**WHAT THE EXERCISE ASKS:** Wherever the listing has a line with the string "coordinates", copy that line out.

------ DATA FOR THIS EXERCISE

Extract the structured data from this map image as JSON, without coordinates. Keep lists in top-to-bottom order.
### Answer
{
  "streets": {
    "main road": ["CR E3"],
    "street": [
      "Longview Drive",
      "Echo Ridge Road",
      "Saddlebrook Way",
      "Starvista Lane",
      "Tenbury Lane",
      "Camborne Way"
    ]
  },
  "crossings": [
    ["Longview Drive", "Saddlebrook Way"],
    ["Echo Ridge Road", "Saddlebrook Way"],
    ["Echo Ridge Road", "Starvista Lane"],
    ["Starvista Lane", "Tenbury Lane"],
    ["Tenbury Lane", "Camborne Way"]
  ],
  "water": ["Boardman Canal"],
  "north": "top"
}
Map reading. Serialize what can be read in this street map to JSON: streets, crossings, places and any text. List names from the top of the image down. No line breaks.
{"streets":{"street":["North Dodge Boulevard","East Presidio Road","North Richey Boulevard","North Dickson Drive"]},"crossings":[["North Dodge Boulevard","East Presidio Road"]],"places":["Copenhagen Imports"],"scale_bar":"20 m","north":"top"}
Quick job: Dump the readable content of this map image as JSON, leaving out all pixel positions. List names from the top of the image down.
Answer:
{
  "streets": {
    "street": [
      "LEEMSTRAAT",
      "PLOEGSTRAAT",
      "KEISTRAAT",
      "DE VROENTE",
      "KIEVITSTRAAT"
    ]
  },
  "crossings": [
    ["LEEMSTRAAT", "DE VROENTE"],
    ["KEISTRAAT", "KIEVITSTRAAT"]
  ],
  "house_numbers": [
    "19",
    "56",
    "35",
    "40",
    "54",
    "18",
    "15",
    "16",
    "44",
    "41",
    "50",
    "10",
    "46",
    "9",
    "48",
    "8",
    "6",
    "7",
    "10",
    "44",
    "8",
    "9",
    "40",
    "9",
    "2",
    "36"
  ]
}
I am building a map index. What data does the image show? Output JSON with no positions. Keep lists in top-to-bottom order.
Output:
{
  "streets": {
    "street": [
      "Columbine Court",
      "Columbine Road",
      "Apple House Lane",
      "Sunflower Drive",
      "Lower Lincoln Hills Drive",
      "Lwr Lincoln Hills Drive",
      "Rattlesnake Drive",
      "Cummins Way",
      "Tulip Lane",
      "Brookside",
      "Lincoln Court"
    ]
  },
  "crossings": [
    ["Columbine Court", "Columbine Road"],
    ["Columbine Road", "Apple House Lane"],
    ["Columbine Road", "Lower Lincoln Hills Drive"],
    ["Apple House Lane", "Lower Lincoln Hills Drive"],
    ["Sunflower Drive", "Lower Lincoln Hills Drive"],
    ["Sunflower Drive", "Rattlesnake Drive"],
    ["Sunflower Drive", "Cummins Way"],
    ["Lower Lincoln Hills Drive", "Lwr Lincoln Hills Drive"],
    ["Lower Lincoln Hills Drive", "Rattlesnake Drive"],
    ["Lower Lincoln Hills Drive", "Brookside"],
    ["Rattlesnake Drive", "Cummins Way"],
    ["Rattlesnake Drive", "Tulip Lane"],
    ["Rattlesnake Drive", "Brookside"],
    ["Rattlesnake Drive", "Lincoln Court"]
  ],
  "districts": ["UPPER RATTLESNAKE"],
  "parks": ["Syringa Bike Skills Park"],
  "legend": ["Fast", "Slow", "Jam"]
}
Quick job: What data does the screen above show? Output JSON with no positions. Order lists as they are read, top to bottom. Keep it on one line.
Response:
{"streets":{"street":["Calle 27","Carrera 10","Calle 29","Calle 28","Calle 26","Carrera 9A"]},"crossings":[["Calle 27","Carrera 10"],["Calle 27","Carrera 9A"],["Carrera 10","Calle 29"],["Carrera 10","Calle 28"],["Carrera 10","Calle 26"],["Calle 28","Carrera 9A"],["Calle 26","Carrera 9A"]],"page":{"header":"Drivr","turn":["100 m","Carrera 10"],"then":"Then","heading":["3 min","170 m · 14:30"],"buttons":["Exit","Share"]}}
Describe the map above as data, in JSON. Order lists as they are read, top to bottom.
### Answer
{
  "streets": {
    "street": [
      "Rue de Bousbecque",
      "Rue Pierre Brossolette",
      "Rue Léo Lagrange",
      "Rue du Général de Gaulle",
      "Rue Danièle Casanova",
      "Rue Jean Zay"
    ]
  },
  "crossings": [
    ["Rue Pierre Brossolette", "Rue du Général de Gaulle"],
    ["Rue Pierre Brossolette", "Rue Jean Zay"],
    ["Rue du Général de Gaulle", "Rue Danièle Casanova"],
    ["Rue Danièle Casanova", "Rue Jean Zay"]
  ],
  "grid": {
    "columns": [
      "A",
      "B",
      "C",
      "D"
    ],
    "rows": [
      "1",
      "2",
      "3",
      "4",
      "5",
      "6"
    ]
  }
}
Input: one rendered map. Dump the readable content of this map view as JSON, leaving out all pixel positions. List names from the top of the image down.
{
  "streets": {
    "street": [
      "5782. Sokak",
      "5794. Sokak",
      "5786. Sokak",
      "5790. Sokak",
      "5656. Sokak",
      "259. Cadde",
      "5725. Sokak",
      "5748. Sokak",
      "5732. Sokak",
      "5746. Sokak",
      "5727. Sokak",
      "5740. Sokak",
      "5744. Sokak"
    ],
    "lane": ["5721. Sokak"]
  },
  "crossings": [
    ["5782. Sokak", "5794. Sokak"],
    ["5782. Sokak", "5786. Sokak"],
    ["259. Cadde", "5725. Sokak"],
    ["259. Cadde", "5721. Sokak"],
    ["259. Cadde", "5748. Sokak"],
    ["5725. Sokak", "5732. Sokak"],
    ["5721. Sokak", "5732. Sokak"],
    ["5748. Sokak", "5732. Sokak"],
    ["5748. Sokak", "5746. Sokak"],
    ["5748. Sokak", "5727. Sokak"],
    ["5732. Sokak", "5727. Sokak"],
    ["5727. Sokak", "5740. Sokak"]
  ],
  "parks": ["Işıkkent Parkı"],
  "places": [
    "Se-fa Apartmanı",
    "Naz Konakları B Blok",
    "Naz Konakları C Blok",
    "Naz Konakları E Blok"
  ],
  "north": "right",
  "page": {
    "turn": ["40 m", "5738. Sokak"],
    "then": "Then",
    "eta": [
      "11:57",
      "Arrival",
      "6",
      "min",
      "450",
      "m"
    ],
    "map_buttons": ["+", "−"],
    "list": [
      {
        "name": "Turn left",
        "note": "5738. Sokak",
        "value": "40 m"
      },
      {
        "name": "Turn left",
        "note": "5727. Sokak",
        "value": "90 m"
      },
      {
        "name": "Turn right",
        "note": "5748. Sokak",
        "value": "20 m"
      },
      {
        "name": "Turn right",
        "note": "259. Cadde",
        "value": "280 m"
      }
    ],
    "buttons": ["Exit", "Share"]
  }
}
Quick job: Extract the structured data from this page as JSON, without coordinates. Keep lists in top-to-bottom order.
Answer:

------------

**PROBLEM SOLUTION:**
Extract the structured data from this map image as JSON, without coordinates. Keep lists in top-to-bottom order.
Quick job: Extract the structured data from this page as JSON, without coordinates. Keep lists in top-to-bottom order.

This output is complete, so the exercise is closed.